IDClaire , I'm on facebook what is your name on there ? I'm Annie Morris I live in Mogadore Ohio have 3 kids ,12 grandchildren and adopted a baby recently ,started all over !


----------



## I DClaire (Jul 31, 2011)

I'm also an Ann but my husband has called me M'Dear for over 47 years! Look for me on FB and I'm sending you my Email address. I'm having a little trouble finding people - I don't know what has changed on FB but let's try to find each other. I used to find everyone using their Email addresses but that doesn't seem to work anymore.


----------



## jrohrigj (Aug 30, 2012)

sent you a message


----------



## I DClaire (Jul 31, 2011)

jrohrigj said:


> sent you a message


Got it!! Mountain Home, Arkansas - we're practically neighbors!

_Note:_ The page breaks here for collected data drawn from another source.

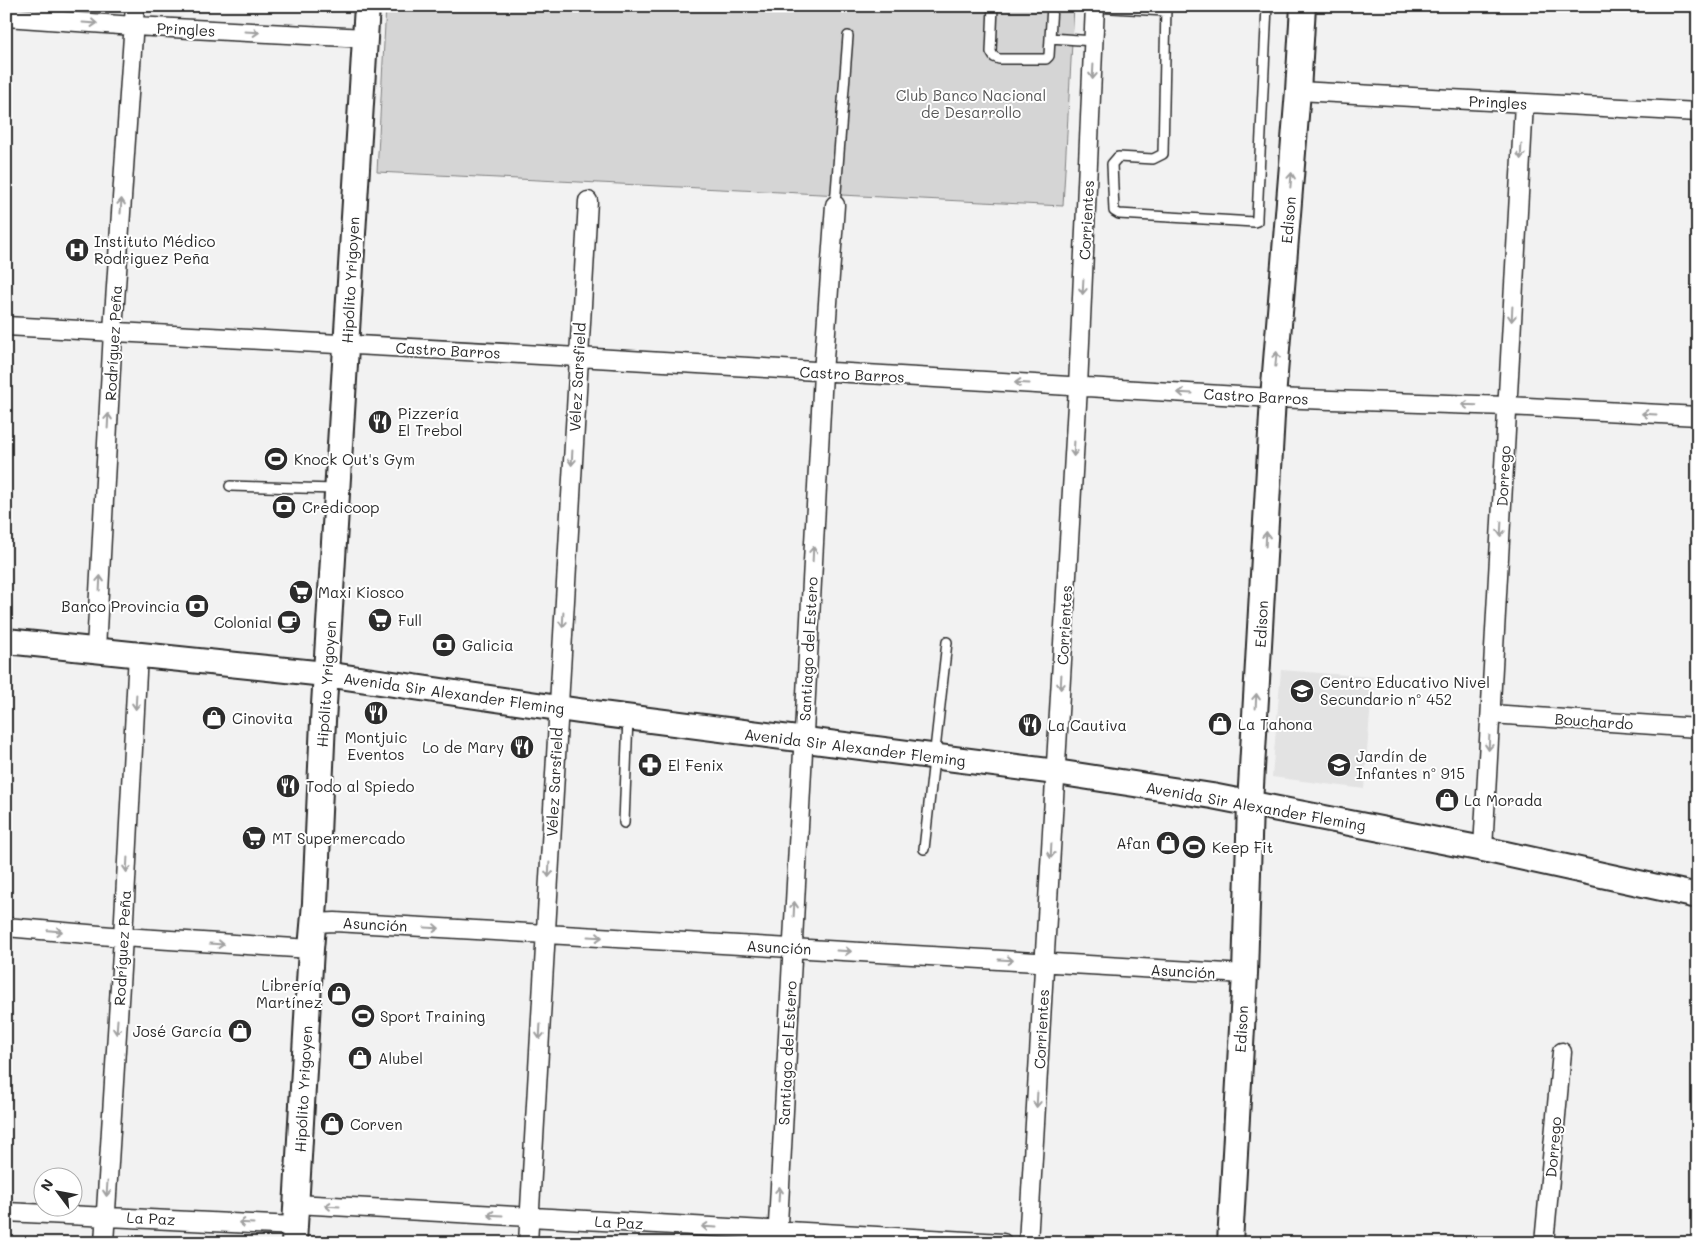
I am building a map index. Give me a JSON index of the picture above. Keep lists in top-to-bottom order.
{
  "streets": {
    "street": [
      "Pringles",
      "Corrientes",
      "Edison",
      "Hipólito Yrigoyen",
      "Rodríguez Peña",
      "Castro Barros",
      "Vélez Sarsfield",
      "Dorrego",
      "Santiago del Estero",
      "Avenida Sir Alexander Fleming",
      "Bouchardo",
      "Asunción",
      "La Paz"
    ]
  },
  "crossings": [
    ["Pringles", "Edison"],
    ["Pringles", "Hipólito Yrigoyen"],
    ["Pringles", "Rodríguez Peña"],
    ["Pringles", "Dorrego"],
    ["Corrientes", "Castro Barros"],
    ["Corrientes", "Avenida Sir Alexander Fleming"],
    ["Corrientes", "Asunción"],
    ["Edison", "Castro Barros"],
    ["Edison", "Avenida Sir Alexander Fleming"],
    ["Edison", "Asunción"],
    ["Hipólito Yrigoyen", "Castro Barros"],
    ["Hipólito Yrigoyen", "Avenida Sir Alexander Fleming"],
    ["Hipólito Yrigoyen", "Asunción"],
    ["Hipólito Yrigoyen", "La Paz"],
    ["Rodríguez Peña", "Castro Barros"],
    ["Rodríguez Peña", "Avenida Sir Alexander Fleming"],
    ["Rodríguez Peña", "La Paz"],
    ["Castro Barros", "Vélez Sarsfield"],
    ["Castro Barros", "Dorrego"],
    ["Castro Barros", "Santiago del Estero"],
    ["Vélez Sarsfield", "Avenida Sir Alexander Fleming"],
    ["Vélez Sarsfield", "Asunción"],
    ["Vélez Sarsfield", "La Paz"],
    ["Dorrego", "Avenida Sir Alexander Fleming"],
    ["Dorrego", "Bouchardo"],
    ["Santiago del Estero", "Avenida Sir Alexander Fleming"],
    ["Santiago del Estero", "Asunción"],
    ["Santiago del Estero", "La Paz"]
  ],
  "one_way": [
    "Pringles",
    "Corrientes",
    "Edison",
    "Castro Barros",
    "Vélez Sarsfield",
    "Dorrego",
    "Santiago del Estero",
    "Asunción",
    "La Paz"
  ],
  "parks": ["Club Banco Nacional de Desarrollo"],
  "places": {
    "hospital": ["Instituto Médico Rodriguez Peña"],
    "restaurant": [
      "Pizzería El Trebol",
      "Montjuic Eventos",
      "La Cautiva",
      "Lo de Mary",
      "Todo al Spiedo"
    ],
    "sports": ["Knock Out's Gym", "Keep Fit", "Sport Training"],
    "bank": ["Credicoop", "Banco Provincia", "Galicia"],
    "supermarket": ["Maxi Kiosco", "Full", "MT Supermercado"],
    "cafe": ["Colonial"],
    "school or university": ["Centro Educativo Nivel Secundario nº 452", "Jardín de Infantes nº 915"],
    "shop": [
      "Cinovita",
      "La Tahona",
      "La Morada",
      "Afan",
      "Librería Martínez",
      "José García",
      "Alubel",
      "Corven"
    ],
    "pharmacy": ["El Fenix"]
  },
  "north": "top left"
}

I told Annie/annieninny today that my old Dell is literally on its last legs. My new computer is in town but I'm not sure when I'll get it. I hope I don't get lost in cyberspace trying to make the switchover but one never knows! :ashamed0003:


----------



## jrohrigj (Aug 30, 2012)

my laptop acts like that sometimes. couple of weeks ago I thought it was toast, but I guess it still has some life left in it


----------



## jenny v (May 6, 2012)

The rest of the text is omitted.